• **How to complete this task**:
Pull each line containing "Oakland" from the data.

+ + +

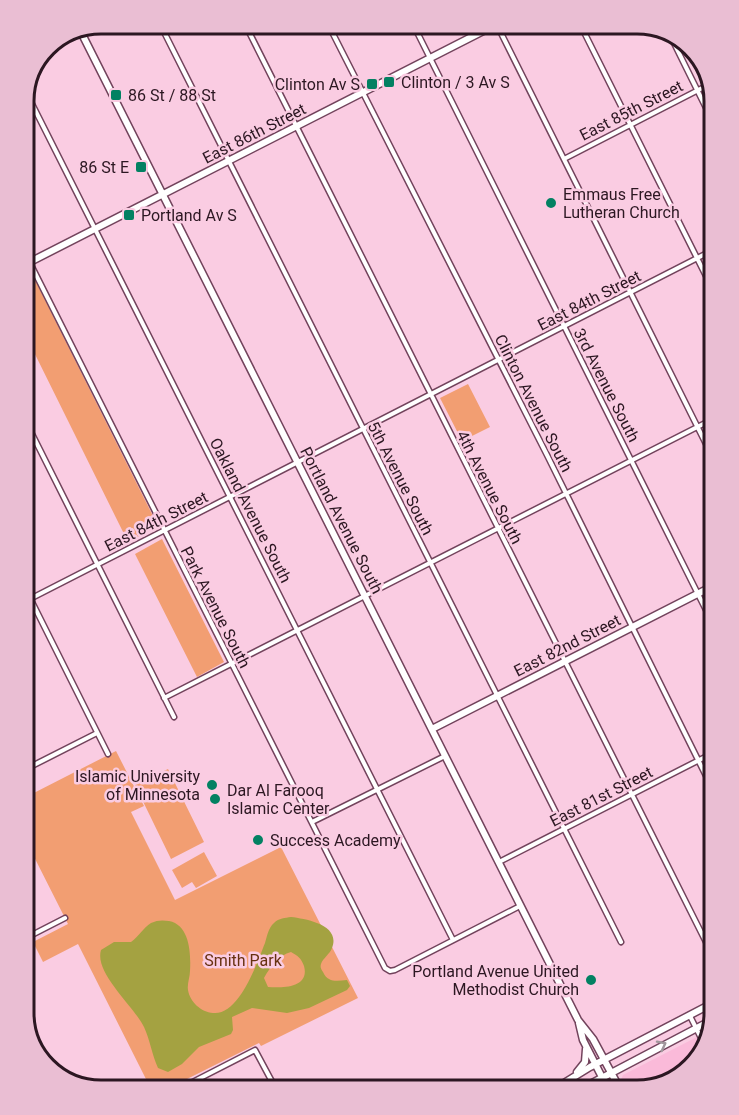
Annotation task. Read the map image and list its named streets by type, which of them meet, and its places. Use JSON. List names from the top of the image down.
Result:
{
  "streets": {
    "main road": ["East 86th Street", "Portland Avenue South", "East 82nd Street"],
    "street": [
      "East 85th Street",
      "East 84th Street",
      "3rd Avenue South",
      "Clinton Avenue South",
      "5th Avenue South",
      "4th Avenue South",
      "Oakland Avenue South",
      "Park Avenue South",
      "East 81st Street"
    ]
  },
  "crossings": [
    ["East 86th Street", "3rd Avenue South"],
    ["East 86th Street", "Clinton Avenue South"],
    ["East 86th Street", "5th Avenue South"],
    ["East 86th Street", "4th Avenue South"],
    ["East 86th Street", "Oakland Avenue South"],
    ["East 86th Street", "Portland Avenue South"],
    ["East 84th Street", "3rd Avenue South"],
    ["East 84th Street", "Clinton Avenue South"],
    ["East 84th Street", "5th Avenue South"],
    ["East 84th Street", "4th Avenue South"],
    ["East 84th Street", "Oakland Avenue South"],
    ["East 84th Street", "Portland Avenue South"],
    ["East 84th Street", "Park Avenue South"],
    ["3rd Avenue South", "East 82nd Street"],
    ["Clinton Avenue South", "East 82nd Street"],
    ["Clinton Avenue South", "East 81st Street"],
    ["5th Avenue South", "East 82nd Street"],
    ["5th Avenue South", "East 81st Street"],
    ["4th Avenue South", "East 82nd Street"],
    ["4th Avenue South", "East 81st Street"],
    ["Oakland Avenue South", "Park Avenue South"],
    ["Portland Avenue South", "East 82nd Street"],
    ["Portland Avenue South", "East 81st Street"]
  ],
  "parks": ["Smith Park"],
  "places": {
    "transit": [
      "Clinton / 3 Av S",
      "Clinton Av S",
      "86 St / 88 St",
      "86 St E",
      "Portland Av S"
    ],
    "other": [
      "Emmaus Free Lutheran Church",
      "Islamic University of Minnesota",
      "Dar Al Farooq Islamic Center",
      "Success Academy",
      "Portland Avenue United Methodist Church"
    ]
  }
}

+ + +

• **Answer section**:
      "Oakland Avenue South",
    ["East 86th Street", "Oakland Avenue South"],
    ["East 84th Street", "Oakland Avenue South"],
    ["Oakland Avenue South", "Park Avenue South"],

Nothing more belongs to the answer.